Station adapted in order to accommodate the Tyne class lifeboat, RFA Sir Galahad (ON1112)  This included a new boarding platform, exhaust extractor system and a new larger capacity fuel storage tank.  Major repairs to the slipway were also carried out.


The Thanks of the Institution inscribed on Vellum accorded to Helmsman Dennis Young and crew members John John, William James and Roy Young in recognition of the determination and seamanship displayed by them when the D class inflatable lifeboat rescued an injured swimmer from rocks of Monkstone Point in a south westerly gale and rough seas on 2 August 1986.


Second Coxswain John John collapsed during a launch on service on 17 July.  He sadly died the next day.


Side extension to the main boathouse constructed.  This provides a mechanic’s workshop and a souvenir sales outlet.


Silver Medal awarded to Coxswain William Alan Thomas in recognition of the outstanding courage, determination and fine seamanship displayed by him when the lifeboat went to the assistance of two fishing vessels in a Force 8/9 Gale, poor visibility and rough sea on 22 September 1989.  The skipper of the fishing vessel Silver Stream was rescued after he became trapped in the wheelhouse when a very large sea caught the vessel and rolled her over revealing the keel.  The coxswain saw the man was in grave danger so with great care and courage, manoeuvred the lifeboat into exactly the right position for the skipper to be pulled through the wheelhouse window by lifeboatmen on deck.  The two exhausted crew of the fishing vessel New Venture were also rescued and the vessel saved.  The Maud Smith Award for the bravest act of lifesaving in 1989 was made to Coxswain William Alan Thomas for this service.


On 28 November 2001 the Committee of Management voted the award of a Vellum to Tenby to commemorate the completion of 150 years as a lifeboat station in 2002.
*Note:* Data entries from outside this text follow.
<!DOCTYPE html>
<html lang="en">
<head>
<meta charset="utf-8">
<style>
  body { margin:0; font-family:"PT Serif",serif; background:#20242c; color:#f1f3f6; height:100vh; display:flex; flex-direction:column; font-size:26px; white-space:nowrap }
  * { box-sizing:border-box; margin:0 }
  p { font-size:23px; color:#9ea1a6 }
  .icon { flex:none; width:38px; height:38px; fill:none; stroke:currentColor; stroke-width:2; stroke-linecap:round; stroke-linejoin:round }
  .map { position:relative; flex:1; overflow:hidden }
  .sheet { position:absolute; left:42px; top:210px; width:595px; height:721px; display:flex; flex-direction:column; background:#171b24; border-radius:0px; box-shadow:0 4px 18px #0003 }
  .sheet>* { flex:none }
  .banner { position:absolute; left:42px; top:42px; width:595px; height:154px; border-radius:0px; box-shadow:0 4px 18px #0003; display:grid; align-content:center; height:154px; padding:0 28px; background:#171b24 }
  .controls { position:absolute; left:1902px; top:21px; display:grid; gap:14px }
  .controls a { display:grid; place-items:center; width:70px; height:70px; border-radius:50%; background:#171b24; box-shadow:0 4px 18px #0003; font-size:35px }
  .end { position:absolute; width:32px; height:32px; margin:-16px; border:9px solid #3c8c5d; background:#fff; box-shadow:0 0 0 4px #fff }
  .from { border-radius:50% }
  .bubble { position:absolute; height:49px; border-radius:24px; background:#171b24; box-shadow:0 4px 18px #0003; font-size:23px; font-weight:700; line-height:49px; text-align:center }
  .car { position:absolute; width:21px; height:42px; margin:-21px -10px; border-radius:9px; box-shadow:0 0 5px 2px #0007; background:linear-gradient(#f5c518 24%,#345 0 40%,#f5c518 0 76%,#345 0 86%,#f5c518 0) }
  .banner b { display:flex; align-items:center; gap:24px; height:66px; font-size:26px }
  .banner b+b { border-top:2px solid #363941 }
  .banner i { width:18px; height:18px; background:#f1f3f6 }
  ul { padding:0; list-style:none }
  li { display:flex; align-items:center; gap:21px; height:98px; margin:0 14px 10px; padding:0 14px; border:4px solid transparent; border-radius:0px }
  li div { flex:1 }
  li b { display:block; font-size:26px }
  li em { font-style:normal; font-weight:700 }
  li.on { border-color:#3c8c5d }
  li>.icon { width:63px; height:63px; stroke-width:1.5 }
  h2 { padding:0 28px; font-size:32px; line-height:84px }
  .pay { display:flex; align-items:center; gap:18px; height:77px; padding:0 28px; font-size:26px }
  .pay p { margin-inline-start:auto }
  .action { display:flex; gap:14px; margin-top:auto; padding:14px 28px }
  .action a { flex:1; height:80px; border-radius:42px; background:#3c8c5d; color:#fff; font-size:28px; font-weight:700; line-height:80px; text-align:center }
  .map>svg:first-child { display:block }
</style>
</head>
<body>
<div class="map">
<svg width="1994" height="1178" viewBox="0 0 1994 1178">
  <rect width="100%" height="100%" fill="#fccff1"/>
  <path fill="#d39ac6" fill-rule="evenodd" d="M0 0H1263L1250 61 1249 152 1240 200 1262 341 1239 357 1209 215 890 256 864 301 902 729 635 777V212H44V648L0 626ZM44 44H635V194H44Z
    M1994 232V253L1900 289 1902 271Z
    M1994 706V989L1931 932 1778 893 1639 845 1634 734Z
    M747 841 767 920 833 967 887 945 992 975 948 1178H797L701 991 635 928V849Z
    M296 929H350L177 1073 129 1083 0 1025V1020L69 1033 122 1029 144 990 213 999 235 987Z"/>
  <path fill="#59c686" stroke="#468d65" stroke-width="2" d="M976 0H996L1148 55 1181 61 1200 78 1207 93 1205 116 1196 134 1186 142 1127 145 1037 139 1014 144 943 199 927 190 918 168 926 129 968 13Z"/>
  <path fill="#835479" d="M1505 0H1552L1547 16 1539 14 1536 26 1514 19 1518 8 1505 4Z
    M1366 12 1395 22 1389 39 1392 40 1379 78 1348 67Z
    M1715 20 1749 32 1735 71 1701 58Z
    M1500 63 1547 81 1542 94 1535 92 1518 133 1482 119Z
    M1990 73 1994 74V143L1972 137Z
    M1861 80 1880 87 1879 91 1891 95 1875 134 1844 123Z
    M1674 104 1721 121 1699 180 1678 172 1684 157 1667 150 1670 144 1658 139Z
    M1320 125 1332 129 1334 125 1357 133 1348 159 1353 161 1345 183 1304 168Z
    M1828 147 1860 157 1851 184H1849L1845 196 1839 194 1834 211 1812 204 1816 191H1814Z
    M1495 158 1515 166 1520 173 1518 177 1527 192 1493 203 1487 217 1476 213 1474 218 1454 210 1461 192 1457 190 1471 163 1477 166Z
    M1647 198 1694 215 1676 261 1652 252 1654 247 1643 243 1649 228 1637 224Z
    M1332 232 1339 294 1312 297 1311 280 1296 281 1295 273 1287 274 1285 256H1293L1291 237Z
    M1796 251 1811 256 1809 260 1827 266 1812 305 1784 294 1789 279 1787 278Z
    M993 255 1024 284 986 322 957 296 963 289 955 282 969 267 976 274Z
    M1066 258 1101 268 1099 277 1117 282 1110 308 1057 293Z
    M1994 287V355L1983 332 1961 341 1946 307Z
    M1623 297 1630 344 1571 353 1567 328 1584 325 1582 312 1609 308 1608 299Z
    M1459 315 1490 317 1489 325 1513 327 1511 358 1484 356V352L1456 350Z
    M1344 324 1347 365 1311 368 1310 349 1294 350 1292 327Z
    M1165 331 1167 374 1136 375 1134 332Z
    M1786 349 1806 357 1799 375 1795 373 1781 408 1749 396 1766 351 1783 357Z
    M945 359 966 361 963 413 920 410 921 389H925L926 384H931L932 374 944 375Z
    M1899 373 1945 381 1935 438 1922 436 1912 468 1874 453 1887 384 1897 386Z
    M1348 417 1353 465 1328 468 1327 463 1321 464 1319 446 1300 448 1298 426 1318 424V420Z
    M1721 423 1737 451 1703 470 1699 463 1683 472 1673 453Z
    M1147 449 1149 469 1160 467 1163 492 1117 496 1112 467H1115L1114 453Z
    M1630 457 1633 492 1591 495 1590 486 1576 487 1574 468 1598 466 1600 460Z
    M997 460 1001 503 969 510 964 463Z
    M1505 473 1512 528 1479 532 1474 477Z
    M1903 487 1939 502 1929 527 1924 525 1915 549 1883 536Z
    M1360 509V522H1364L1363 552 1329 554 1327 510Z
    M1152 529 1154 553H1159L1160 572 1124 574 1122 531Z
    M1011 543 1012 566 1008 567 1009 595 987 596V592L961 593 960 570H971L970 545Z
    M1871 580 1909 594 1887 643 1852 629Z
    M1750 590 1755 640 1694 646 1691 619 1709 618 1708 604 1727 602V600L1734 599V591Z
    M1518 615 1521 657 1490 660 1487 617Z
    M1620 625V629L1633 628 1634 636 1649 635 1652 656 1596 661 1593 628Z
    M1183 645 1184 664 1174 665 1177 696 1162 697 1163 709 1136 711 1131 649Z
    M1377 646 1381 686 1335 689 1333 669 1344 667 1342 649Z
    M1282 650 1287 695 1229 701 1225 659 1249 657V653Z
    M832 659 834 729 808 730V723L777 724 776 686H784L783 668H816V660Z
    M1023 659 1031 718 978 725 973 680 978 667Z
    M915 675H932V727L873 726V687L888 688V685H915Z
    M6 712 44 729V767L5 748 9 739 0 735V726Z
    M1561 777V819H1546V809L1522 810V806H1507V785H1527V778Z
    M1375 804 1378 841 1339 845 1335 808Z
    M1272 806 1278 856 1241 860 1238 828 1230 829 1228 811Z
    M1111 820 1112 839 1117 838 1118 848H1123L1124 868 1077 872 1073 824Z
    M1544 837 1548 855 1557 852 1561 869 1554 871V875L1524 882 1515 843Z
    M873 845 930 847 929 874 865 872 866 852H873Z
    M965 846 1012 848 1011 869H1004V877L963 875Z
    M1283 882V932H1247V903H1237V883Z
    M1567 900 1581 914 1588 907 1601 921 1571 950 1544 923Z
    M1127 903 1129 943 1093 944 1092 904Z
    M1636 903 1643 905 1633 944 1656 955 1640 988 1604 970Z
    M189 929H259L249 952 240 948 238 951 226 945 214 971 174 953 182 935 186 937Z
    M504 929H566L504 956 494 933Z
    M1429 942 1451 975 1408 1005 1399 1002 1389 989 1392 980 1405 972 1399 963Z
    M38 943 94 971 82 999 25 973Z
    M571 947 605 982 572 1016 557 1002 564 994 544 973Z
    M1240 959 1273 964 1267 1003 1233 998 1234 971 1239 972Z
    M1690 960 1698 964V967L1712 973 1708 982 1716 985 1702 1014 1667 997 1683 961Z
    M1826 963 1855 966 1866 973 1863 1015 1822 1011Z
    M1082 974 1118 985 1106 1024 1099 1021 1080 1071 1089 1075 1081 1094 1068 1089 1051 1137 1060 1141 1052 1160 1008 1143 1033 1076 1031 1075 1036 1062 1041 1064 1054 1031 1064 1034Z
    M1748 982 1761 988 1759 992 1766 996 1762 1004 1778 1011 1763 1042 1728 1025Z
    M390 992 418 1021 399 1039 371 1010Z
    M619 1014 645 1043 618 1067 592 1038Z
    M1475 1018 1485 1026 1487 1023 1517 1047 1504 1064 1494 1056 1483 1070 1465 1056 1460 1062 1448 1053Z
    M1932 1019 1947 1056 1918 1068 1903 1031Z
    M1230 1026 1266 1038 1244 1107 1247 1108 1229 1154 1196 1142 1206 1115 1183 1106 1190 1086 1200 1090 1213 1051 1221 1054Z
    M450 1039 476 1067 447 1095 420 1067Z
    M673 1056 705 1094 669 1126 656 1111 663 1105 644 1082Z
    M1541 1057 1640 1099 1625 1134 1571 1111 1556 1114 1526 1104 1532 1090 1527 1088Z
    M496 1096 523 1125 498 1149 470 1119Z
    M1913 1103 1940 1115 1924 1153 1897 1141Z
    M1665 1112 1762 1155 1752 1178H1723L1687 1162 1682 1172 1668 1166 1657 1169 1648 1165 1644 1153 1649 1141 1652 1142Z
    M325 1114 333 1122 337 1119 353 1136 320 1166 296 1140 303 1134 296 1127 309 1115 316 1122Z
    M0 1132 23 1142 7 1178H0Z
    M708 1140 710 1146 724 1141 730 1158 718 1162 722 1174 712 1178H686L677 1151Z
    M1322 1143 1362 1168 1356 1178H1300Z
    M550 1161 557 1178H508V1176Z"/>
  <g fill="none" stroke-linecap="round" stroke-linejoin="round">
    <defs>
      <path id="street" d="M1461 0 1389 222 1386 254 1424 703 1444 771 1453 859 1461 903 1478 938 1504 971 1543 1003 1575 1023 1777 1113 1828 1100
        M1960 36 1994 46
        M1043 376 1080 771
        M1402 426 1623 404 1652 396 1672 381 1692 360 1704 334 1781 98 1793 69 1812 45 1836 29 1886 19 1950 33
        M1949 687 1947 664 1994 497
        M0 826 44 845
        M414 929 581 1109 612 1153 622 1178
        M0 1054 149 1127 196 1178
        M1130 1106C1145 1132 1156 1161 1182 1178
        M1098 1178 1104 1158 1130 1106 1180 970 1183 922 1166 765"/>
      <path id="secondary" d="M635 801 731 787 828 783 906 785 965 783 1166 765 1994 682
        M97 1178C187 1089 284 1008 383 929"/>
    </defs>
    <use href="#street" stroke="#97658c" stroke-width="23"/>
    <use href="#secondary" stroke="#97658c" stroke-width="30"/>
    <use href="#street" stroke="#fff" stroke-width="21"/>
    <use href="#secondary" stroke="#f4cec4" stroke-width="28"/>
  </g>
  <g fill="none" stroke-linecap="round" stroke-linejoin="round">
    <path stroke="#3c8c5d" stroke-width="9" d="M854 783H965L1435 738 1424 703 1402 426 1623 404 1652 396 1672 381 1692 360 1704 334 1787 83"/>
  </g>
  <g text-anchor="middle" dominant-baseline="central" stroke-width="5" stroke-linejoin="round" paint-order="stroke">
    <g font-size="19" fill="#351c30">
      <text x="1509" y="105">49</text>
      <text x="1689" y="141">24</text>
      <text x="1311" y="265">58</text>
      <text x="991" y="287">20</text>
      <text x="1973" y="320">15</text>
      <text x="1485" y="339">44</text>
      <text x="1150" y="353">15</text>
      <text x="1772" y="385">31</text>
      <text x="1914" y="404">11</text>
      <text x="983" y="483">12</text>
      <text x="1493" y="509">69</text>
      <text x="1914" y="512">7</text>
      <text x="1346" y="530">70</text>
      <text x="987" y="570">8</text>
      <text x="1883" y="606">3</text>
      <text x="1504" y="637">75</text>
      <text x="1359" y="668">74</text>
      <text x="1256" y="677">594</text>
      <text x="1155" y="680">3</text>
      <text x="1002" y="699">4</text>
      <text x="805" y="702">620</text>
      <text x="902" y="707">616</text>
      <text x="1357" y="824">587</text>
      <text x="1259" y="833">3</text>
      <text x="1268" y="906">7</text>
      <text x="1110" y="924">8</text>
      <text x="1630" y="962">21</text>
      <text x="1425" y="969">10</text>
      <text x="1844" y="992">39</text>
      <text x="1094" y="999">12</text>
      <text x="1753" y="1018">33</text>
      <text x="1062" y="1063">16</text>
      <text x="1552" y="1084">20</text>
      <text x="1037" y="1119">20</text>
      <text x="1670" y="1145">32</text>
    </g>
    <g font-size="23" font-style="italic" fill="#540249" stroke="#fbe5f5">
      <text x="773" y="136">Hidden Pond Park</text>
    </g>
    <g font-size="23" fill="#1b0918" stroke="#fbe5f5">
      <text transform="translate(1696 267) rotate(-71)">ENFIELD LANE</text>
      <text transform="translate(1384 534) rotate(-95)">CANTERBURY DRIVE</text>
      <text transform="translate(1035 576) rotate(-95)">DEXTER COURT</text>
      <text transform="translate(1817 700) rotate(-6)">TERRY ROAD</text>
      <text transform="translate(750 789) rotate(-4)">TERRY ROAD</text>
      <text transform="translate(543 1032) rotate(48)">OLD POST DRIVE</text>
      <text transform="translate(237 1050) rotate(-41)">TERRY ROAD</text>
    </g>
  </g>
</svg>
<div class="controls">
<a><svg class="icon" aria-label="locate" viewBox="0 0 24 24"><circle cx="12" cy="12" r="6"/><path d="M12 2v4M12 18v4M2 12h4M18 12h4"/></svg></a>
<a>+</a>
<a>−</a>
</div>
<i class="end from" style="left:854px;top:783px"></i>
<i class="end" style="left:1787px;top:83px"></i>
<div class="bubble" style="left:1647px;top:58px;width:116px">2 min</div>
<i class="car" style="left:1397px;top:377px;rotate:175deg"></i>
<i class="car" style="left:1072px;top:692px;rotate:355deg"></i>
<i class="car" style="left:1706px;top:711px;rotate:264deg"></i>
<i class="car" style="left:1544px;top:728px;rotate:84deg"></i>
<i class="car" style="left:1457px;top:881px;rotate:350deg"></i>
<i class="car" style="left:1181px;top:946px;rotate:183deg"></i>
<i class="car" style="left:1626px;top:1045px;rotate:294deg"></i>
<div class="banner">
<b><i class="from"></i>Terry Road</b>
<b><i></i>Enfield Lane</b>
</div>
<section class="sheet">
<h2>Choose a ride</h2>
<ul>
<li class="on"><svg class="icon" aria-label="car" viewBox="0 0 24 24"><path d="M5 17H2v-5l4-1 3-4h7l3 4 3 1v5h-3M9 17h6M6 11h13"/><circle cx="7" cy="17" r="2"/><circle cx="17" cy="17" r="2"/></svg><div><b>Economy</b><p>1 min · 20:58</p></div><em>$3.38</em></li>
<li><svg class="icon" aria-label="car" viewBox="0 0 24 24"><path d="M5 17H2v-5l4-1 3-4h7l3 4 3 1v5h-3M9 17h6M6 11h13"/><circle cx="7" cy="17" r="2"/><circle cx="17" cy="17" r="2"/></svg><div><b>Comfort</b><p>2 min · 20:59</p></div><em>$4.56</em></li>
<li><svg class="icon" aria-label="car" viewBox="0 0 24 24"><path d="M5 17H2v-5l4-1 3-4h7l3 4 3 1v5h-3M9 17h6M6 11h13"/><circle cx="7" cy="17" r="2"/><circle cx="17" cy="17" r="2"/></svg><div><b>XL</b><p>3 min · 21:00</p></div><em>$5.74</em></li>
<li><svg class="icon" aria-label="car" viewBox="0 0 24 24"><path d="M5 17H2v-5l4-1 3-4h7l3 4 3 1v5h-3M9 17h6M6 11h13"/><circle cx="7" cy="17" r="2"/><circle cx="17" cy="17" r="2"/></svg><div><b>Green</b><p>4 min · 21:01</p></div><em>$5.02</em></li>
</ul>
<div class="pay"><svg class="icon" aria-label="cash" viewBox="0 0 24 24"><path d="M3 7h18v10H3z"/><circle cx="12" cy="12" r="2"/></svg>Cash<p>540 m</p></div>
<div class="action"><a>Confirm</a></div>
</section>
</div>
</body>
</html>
Former Mechanic Charles Crockford was awarded the MBE in the New Years Honours List.  It was formally presented at Buckingham Palace.

Following the visit on 5 September 2001 by the Coast Review delegation, led by Commodore R C Hastie, it was agreed by the Search and Rescue Committee on 6 February 2002 and resolved by the Executive Committee at their meeting on 10 April 2002 that the station be earmarked for the allocation of an FSB2 in due course.  It was also resolved that there be no change to the ILB coverage at this station.

The station was awarded 150th anniversary vellum.


Coxswain Alan Thomas has been awarded the MBE by Her Majesty The Queen in this years New Years Honours.

The Trustees Committee decided that ON1281 (16-02) Haydn Miller will be allocated to Tenby when she is completed in early 2005.



New boathouse completed in January at a cost of £6,500,00

A special slipway launch of the new Tamar class lifeboat took place on Friday 11 March.  The newly built Tenby lifeboat house played host to the pre-production Tamar class lifeboat that underwent various trials.


The new station Tamar class lifeboat ON1281 Haydn Miller was placed on service on 28 April.  This marks the start of a new era in the RNLI and follows many years of development of the Tamar class lifeboat.  Tamar class also placed on service at Peterhead on this date at a cost of £2m.


The new station D Class D-727 Georgina Taylor was placed on service December 2009. This lifeboat was funded by Mrs G S Taylor. Lifeboat D-562 Georgina Stanley Taylor has been withdrawn to the relief fleet.